Well, after lunch, I had to waste almost an hour in a useless meeting at work and I went from down to just pissed off at the waste of time. That change told me what was wrong. I'm not down because of relationship woes or surgery, I'm just having an ill day of it. Just a general bad mood and it's going to be tainted by what ever is foremost on my mind. If it's my relationship woes, I'm going to be depressed. If I'm pissed off at wasting time, I'm going to be seriously pissed off.

Having this sleeve has made me appreciate that I need to slow down and make certain of what's really going on in my head. Before, I might have taken it out on whoever I think is responsible for my woes without wondering what's really going on. Now I make sure what's really going on inside before I go into attack mode. That might have saved me from making a huge, irreparable mistake today. Say or do the wrong thing and all bets are off.

Honestly, there are times when I wish they would just revisit the Code Duello so if someone chooses to offend me or step in where they don't belong, I would have a recourse to call them out and take them down. But I have to wait for a self-defense scenario to pop up, and I don't think anyone is stupid enough to really want to challenge me.

Adios!

Wednesday, February 23, 2011

Day 44: Wednesday (whiskey tango foxtrot)

[sigh] Exercise has been good today.

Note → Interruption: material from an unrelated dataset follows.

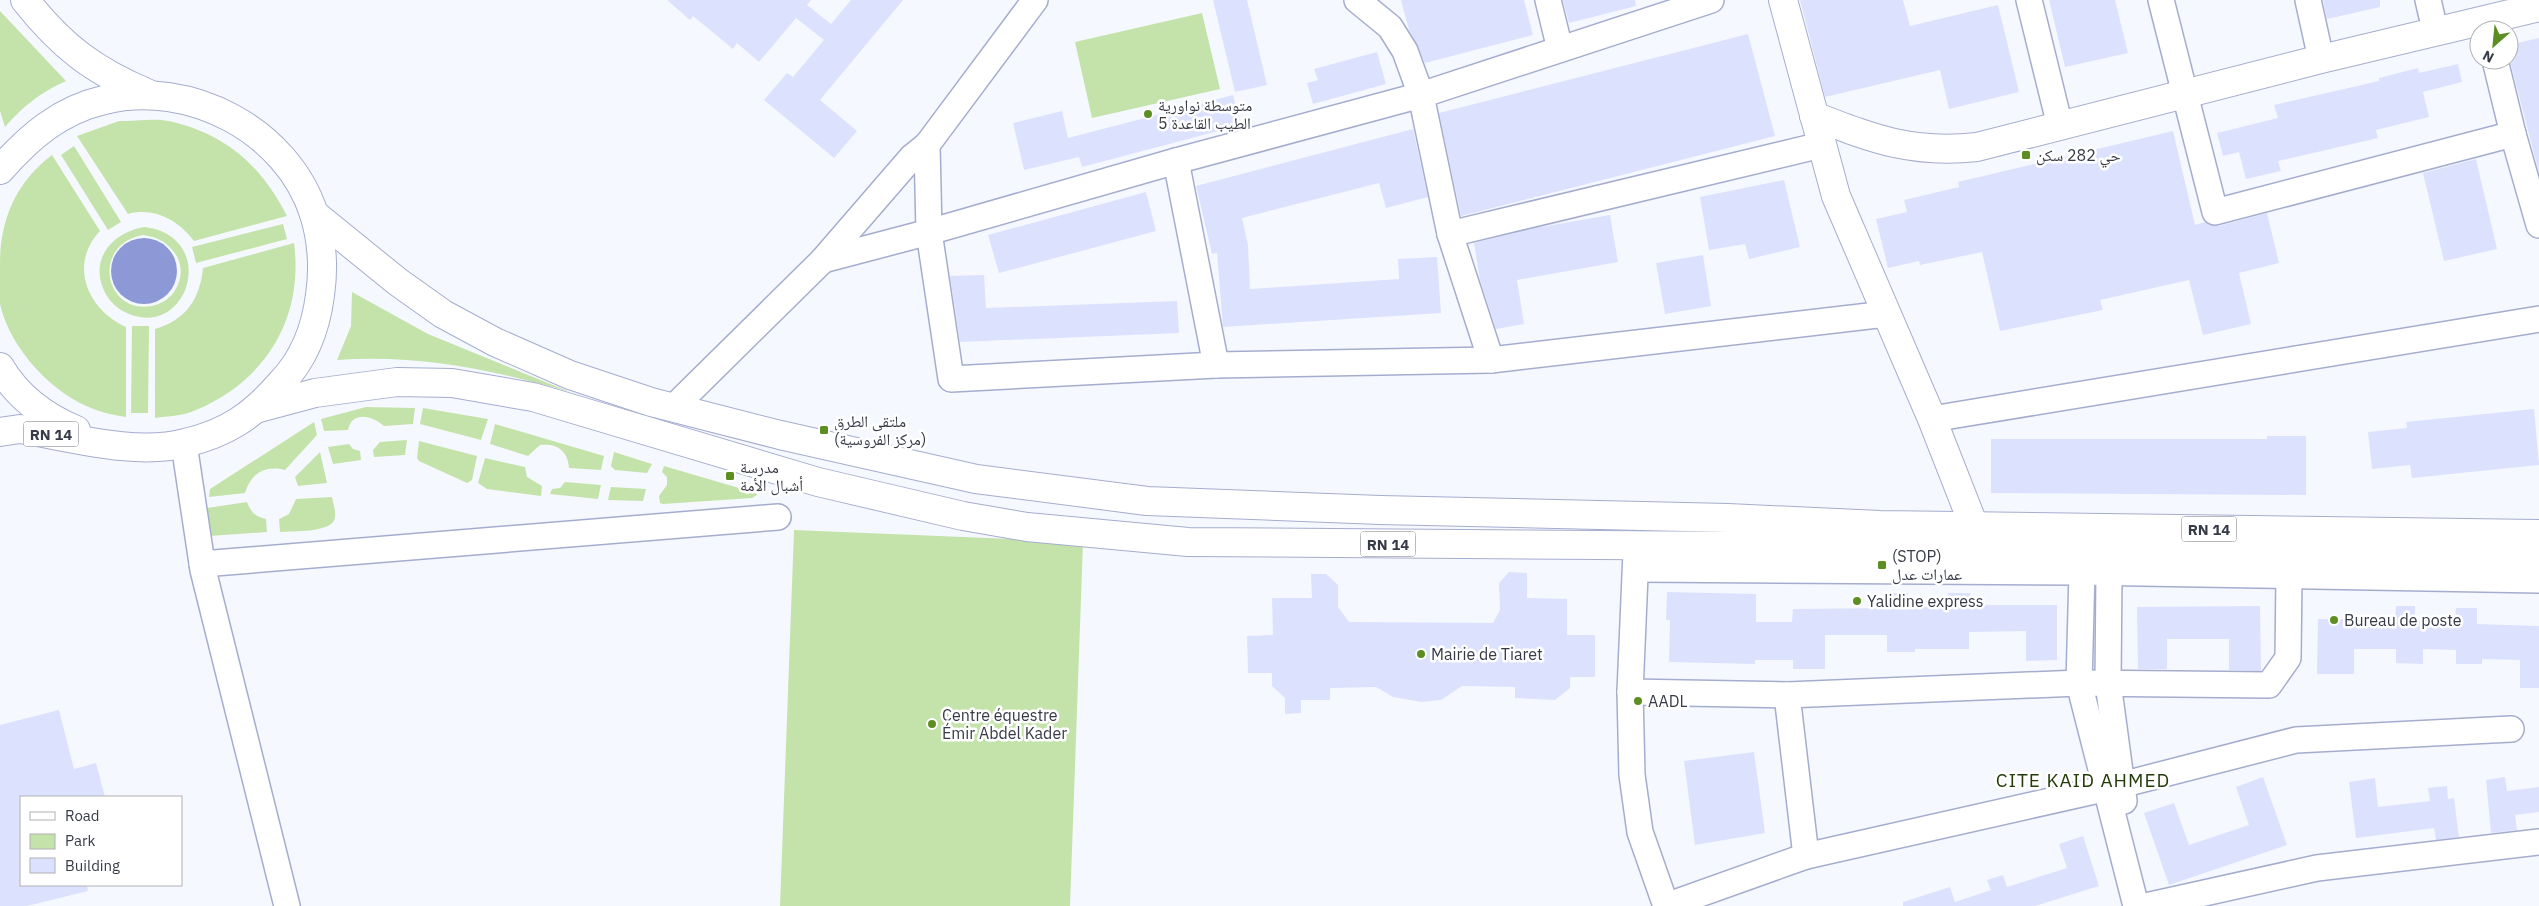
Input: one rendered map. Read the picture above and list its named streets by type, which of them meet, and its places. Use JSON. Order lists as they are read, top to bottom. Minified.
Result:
{"streets":{"main road":["RN 14"]},"districts":["CITE KAID AHMED"],"places":{"other":["متوسطة نواورية الطيب القاعدة 5","Yalidine express","Bureau de poste","Mairie de Tiaret","AADL","Centre équestre Émir Abdel Kader"],"transit":["حي 282 سكن","ملتقى الطرق (مركز الفروسية)","مدرسة أشبال الأمة","(STOP) عمارات عدل"]},"legend":["Road","Park","Building"],"north":"bottom left"}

Water is proving to be a problem, as is protein today for some reason. Part of that has been because I forgot to carry my protein shot with me this morning so I had to do it when I got home and I try not to do it all at once. Too much protein at once tends to make my heart race.

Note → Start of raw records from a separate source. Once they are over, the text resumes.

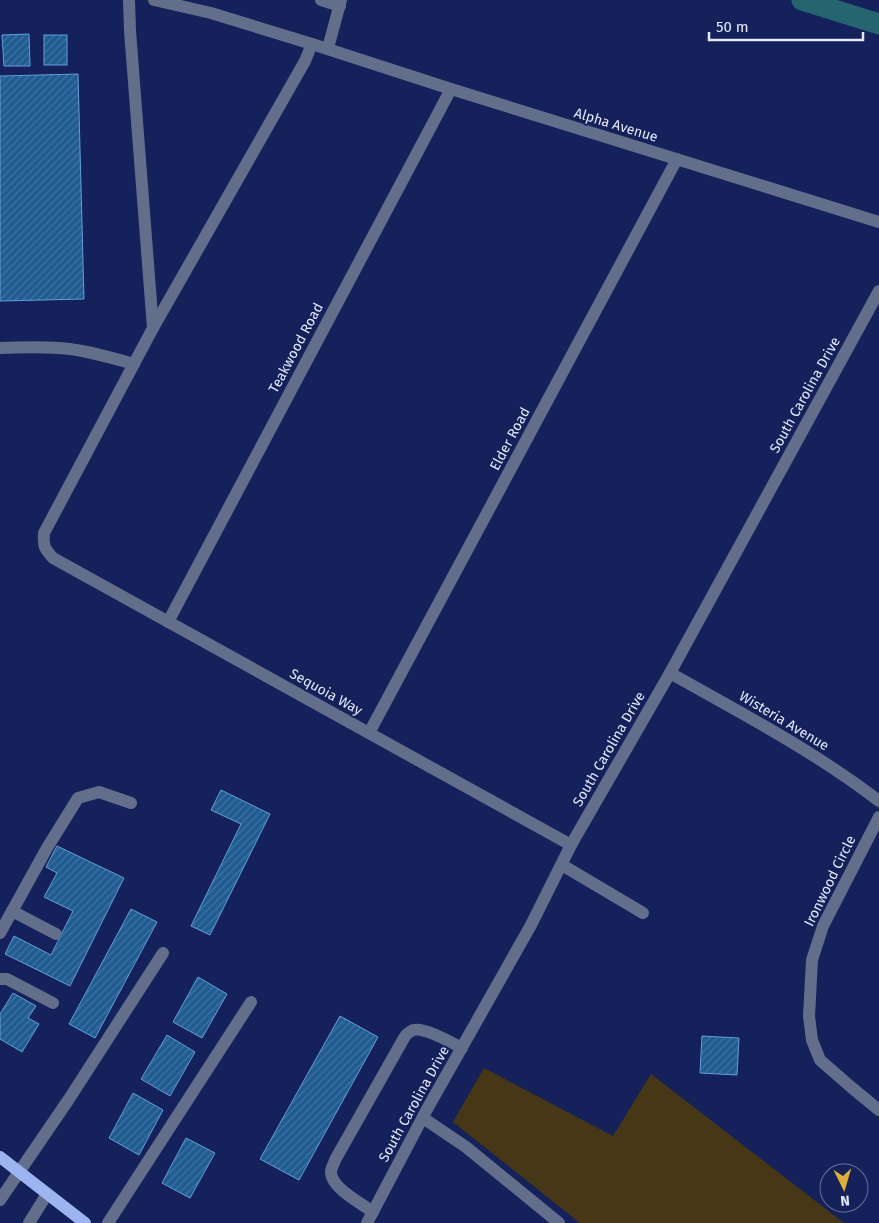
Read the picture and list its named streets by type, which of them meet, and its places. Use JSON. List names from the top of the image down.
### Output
{
  "streets": {
    "street": [
      "Alpha Avenue",
      "Teakwood Road",
      "South Carolina Drive",
      "Elder Road",
      "Sequoia Way",
      "Wisteria Avenue",
      "Ironwood Circle"
    ]
  },
  "crossings": [
    ["Alpha Avenue", "Teakwood Road"],
    ["Alpha Avenue", "Elder Road"],
    ["Alpha Avenue", "Sequoia Way"],
    ["Teakwood Road", "Sequoia Way"],
    ["South Carolina Drive", "Sequoia Way"],
    ["South Carolina Drive", "Wisteria Avenue"],
    ["Elder Road", "Sequoia Way"]
  ],
  "scale_bar": "50 m",
  "north": "bottom"
}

Work today was pretty meh, but I had a couple of incidents that caught my attention and not in a good way. The first was that HR has disapproved a new shirt I bought recently, so I can't wear it at work. It is a black T-shirt with my old unit insignia on it. When I got out of the Army, I was with the 2nd Armor Division, better known as "Hell on Wheels" and the insignia says precisely that. It's obvious to even the most casual onlooker that this is a unit insignia and stands for something other than the language below it. The HR reaction to it is rabidly PC and they said, "If you have to explain it, you better not wear it."

Are you [FOXTROT]ing kidding me? They let people wear football jerseys on Fridays. Glorifying an intrinsically violent game that serves no purpose other than the entertainment of the masses. That crap is ok, but I can't show pride in my former unit and my support with my brothers and sisters that are serving now because of one word on the insignia? How hypocritical.

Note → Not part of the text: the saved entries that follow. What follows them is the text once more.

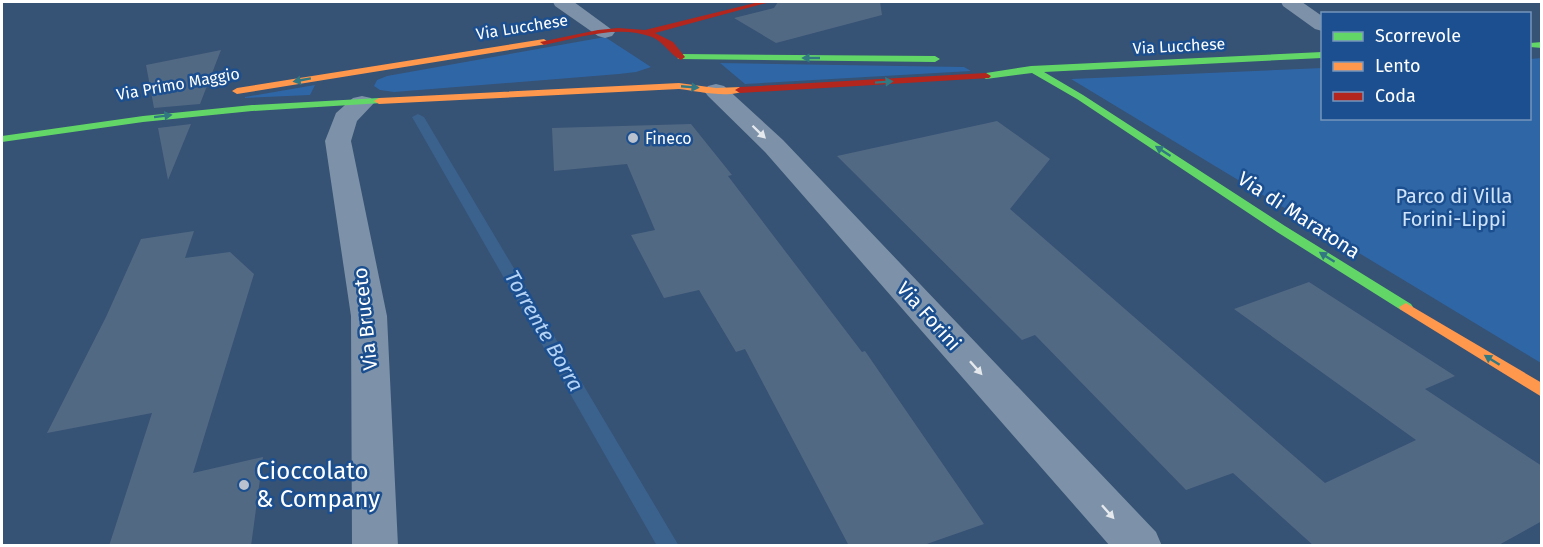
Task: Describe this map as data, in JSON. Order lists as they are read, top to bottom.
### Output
{
  "streets": {
    "main road": ["Via Lucchese", "Via Primo Maggio", "Via di Maratona"],
    "street": ["Via Forini", "Via Bruceto"]
  },
  "crossings": [
    ["Via Lucchese", "Via Primo Maggio"],
    ["Via Lucchese", "Via di Maratona"],
    ["Via Lucchese", "Via Bruceto"],
    ["Via Primo Maggio", "Via Bruceto"]
  ],
  "one_way": ["Via di Maratona", "Via Forini"],
  "water": ["Torrente Borra"],
  "parks": ["Parco di Villa Forini-Lippi"],
  "places": ["Fineco", "Cioccolato & Company"],
  "legend": ["Scorrevole", "Lento", "Coda"]
}
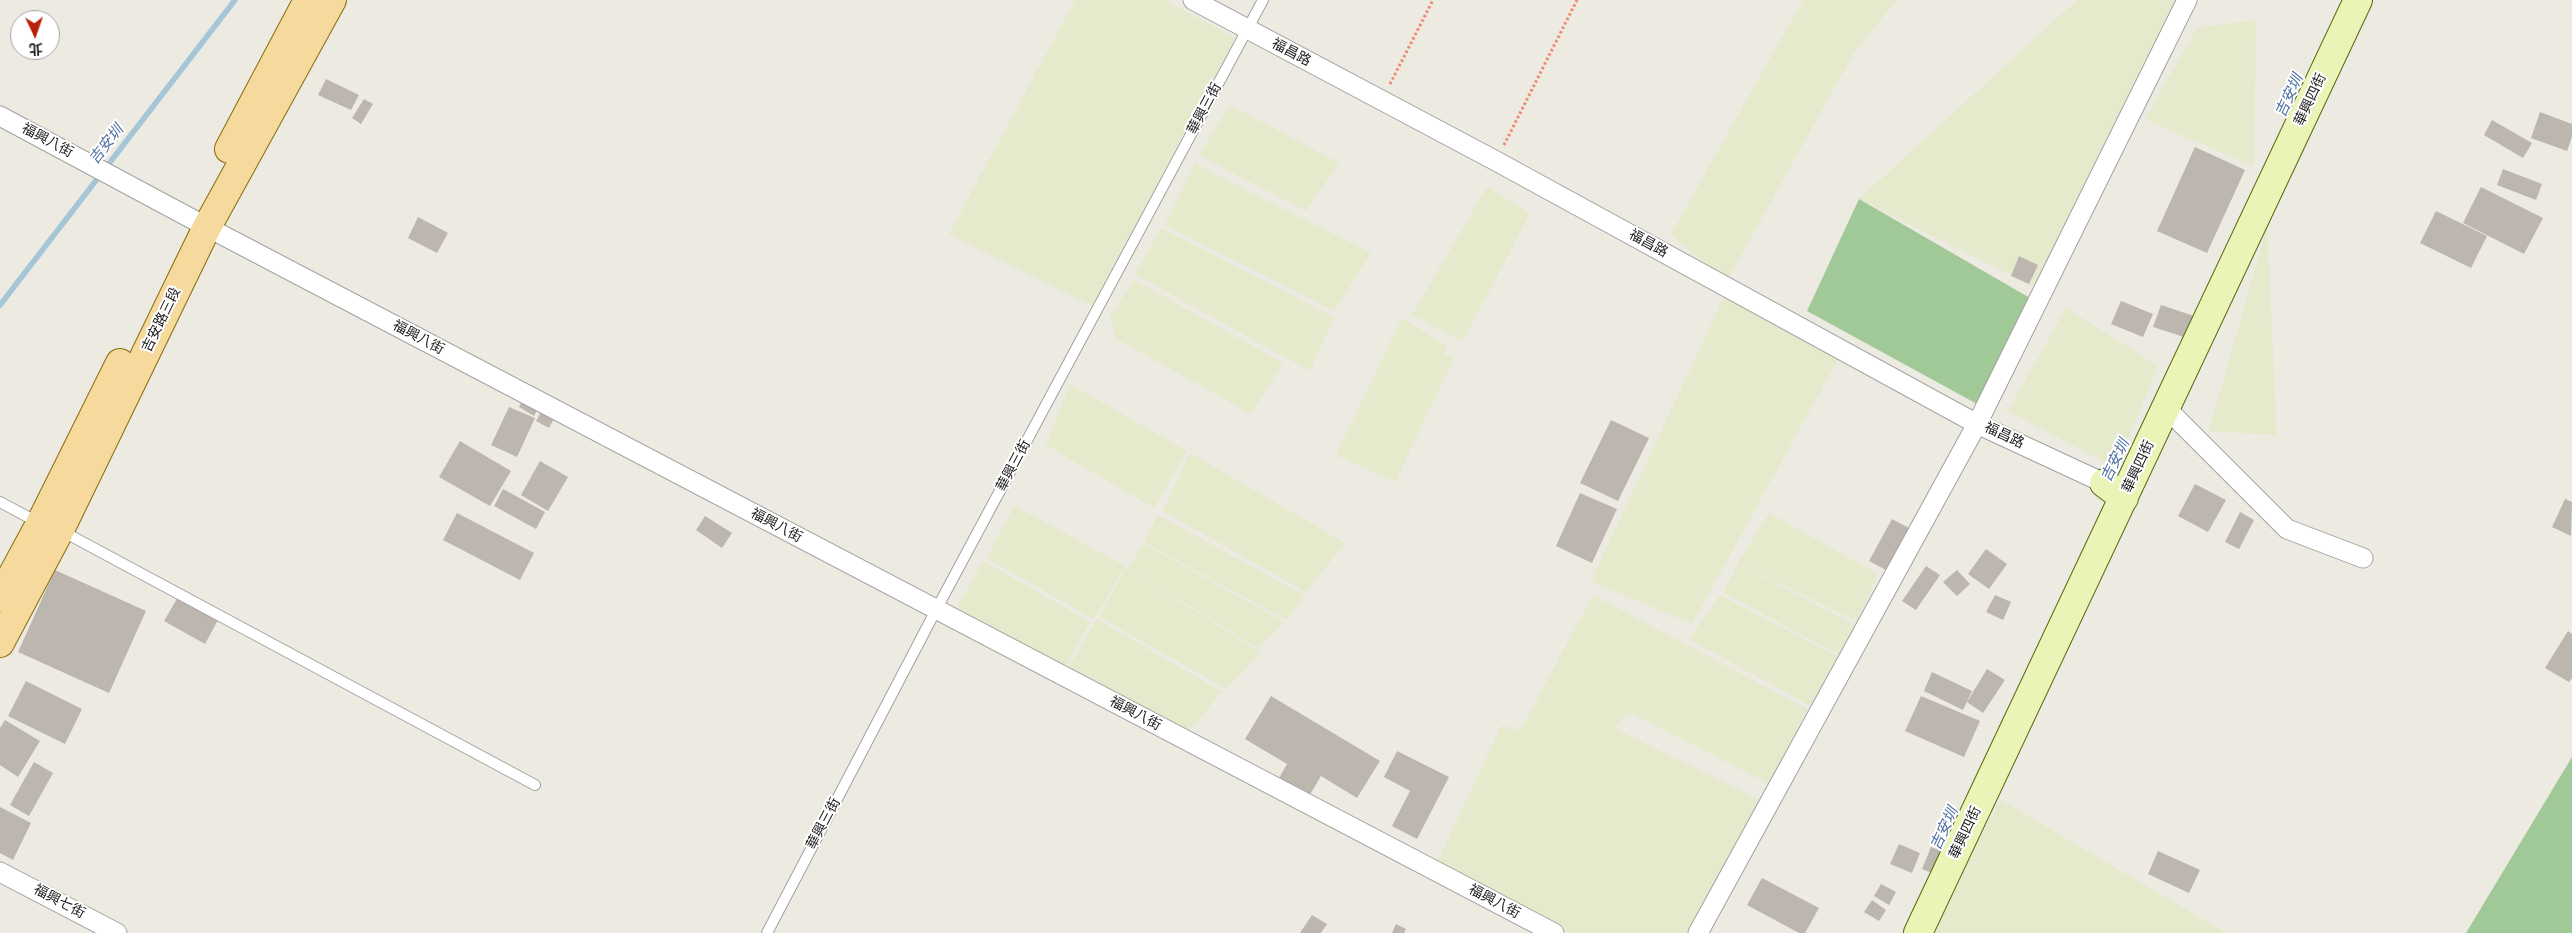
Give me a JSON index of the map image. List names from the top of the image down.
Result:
{
  "streets": {
    "main road": ["吉安路三段"],
    "street": [
      "福昌路",
      "華興四街",
      "福興八街",
      "福興七街"
    ],
    "lane": ["華興三街"]
  },
  "crossings": [
    ["福昌路", "華興四街"],
    ["福昌路", "華興三街"],
    ["華興三街", "福興八街"],
    ["福興八街", "吉安路三段"]
  ],
  "water": ["吉安圳"],
  "north": "bottom"
}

The second incident was a customer that started screaming at me and threatening to leave the company, report me to my supervisors, etc when I couldn't do what he wanted me to do because of the company policy. When I tried to help him get the problem taken care of so I could fix his issue, he just yelled louder and wouldn't listen. I finally had to start yelling back to get him to listen to me. If he had just calmed his ass down, I could have had the problem resolved faster and neither one of us would have had a spike in our blood pressure.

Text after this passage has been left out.